» What needs to be done:
What lines below contain the string "block"? List them all.

--- START ---

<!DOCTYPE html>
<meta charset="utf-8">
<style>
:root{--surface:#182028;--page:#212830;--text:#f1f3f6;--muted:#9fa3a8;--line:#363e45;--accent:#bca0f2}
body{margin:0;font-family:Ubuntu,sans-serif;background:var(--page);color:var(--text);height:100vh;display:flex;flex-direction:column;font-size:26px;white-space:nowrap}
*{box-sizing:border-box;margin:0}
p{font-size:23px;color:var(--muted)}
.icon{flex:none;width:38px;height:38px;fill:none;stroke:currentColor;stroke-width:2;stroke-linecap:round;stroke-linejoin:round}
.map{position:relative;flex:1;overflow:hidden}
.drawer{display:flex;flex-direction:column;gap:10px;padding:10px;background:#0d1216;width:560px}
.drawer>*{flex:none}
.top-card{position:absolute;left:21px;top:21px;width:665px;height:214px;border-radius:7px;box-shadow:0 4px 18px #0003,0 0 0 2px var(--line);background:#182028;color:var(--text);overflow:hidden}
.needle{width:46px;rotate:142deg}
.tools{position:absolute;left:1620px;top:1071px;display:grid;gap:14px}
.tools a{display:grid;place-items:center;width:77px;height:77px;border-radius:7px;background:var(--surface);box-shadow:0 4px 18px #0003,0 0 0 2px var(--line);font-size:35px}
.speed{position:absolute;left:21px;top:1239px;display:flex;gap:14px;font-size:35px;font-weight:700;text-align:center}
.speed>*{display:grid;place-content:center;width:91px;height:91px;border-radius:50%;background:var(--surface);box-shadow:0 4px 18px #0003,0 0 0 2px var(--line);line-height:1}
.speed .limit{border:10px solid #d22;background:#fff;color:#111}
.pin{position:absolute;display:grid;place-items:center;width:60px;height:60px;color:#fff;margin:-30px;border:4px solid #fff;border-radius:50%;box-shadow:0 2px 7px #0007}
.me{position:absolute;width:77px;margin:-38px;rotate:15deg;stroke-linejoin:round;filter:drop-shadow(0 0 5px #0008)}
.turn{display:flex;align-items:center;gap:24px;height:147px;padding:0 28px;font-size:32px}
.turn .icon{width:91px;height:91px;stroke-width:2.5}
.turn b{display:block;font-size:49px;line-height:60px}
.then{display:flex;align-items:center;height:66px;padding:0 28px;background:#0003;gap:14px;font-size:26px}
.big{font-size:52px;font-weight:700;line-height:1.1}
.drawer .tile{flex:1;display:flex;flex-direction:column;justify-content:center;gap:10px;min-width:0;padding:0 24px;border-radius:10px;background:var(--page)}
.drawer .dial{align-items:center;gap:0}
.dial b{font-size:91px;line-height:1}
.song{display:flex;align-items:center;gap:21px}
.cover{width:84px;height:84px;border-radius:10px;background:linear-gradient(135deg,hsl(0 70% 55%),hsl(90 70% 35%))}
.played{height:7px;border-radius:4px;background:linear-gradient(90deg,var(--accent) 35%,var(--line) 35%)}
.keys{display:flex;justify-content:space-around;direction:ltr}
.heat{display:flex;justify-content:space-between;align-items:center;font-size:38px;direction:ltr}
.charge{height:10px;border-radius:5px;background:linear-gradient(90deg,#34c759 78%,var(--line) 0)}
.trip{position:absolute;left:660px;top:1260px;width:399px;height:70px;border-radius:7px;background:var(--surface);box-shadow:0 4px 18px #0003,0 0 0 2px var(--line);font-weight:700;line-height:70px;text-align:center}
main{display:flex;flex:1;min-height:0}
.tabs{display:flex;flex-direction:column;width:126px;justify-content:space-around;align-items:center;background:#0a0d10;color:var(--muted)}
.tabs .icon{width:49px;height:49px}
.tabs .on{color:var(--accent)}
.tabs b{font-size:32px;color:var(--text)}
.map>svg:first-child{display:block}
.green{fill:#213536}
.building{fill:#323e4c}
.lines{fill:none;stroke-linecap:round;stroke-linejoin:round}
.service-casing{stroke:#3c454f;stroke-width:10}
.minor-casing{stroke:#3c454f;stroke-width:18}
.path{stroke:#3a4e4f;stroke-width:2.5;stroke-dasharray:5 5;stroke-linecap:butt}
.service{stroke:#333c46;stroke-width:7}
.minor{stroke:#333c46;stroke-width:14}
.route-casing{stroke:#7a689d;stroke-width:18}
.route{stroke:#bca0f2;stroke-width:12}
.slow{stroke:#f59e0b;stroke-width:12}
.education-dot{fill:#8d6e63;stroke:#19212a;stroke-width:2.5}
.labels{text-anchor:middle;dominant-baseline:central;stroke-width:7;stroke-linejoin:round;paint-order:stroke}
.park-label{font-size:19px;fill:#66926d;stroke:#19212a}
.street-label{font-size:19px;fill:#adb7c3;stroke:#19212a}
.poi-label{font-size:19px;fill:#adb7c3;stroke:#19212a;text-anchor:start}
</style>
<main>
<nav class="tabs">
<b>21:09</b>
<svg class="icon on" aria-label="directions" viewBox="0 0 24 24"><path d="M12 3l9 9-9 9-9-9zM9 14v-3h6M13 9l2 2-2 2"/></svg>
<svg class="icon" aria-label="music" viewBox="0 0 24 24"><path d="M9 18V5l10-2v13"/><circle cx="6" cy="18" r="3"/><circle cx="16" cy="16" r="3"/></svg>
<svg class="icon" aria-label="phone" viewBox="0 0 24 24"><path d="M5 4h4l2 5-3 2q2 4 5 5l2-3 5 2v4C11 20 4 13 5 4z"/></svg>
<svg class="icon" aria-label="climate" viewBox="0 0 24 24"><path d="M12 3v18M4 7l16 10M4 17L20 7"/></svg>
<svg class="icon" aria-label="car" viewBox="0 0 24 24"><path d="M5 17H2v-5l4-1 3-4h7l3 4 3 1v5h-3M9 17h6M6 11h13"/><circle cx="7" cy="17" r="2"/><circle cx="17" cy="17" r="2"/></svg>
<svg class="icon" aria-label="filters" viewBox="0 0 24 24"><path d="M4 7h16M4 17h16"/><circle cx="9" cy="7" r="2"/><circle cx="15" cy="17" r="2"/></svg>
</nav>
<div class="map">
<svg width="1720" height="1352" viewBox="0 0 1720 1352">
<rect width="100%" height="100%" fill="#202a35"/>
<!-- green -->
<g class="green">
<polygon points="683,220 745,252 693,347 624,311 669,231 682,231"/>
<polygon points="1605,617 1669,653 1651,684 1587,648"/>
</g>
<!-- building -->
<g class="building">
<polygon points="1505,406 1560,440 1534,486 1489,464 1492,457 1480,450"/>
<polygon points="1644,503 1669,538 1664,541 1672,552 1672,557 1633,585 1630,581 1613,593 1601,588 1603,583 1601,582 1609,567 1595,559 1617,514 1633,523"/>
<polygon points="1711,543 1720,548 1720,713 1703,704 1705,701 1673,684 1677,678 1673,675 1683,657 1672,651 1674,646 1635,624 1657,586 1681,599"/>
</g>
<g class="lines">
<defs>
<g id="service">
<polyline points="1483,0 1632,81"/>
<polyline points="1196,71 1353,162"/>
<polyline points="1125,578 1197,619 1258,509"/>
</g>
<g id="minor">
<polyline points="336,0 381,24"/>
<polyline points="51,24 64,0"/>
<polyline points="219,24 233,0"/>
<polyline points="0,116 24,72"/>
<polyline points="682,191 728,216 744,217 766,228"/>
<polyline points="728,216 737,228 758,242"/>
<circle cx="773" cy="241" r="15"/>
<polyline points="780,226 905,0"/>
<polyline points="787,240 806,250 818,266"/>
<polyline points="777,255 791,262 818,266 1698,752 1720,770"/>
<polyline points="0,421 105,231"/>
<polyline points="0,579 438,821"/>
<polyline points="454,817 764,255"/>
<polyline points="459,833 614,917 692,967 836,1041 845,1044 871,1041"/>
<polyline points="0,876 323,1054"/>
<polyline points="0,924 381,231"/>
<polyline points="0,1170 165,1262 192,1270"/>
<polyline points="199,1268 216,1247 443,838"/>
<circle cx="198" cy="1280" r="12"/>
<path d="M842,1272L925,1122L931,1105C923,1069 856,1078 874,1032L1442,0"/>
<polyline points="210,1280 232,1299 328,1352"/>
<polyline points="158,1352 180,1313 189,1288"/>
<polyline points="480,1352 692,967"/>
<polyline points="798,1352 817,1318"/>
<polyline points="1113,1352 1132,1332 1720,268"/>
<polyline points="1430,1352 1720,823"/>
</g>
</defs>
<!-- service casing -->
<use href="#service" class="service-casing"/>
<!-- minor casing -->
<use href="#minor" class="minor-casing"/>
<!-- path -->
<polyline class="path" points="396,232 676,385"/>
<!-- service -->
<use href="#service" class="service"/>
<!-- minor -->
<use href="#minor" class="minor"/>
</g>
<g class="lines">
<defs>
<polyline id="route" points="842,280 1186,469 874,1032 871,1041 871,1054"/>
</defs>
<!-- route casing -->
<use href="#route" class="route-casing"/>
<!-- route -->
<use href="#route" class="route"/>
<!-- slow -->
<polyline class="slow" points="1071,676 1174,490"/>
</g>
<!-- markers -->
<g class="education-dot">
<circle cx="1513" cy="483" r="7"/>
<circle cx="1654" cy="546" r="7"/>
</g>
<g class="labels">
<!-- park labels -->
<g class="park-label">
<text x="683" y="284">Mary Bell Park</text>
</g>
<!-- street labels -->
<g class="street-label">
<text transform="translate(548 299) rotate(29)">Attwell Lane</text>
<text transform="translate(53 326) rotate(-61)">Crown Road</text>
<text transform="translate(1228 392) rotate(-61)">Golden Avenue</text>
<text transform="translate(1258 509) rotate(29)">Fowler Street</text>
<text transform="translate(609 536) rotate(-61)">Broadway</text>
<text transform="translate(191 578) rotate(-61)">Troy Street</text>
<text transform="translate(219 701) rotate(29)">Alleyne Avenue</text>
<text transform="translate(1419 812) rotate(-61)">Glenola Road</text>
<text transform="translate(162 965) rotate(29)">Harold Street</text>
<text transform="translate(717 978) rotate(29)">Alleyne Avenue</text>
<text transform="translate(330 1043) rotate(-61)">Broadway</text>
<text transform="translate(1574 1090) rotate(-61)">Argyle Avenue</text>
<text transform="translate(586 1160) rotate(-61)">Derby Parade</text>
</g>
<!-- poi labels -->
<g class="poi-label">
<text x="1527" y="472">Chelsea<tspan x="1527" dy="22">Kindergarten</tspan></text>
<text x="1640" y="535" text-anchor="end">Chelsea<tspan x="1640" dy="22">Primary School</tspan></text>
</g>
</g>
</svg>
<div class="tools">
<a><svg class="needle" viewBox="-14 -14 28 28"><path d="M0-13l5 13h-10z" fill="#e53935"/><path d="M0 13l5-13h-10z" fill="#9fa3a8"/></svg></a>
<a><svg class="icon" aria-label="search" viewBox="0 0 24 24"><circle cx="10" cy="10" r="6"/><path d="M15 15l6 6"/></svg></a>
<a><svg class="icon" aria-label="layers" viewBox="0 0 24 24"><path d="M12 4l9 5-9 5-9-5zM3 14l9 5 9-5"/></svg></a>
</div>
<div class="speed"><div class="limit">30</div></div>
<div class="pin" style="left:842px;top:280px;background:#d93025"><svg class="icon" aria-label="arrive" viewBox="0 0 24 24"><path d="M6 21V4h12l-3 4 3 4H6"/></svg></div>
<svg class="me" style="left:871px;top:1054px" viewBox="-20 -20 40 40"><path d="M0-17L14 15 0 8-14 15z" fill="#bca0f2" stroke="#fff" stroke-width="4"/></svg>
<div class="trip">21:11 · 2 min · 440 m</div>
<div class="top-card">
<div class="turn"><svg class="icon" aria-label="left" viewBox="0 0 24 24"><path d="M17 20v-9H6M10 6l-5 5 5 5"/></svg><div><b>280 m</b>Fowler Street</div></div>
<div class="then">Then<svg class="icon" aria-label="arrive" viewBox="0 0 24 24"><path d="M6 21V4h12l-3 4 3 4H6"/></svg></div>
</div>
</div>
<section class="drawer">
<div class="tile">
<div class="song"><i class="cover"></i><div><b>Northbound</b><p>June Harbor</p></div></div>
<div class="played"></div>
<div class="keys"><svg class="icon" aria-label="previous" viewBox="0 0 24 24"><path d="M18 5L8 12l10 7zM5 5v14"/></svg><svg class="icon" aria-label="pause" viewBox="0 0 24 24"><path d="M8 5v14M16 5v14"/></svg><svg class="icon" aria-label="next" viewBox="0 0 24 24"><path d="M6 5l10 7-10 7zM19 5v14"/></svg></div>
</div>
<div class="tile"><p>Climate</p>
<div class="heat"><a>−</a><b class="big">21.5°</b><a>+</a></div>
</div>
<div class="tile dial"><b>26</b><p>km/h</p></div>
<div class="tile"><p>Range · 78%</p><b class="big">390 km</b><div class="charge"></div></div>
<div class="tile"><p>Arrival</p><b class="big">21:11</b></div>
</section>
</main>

--- END ---

» Answer to this task:
.turn b{display:block;font-size:49px;line-height:60px}
.map>svg:first-child{display:block}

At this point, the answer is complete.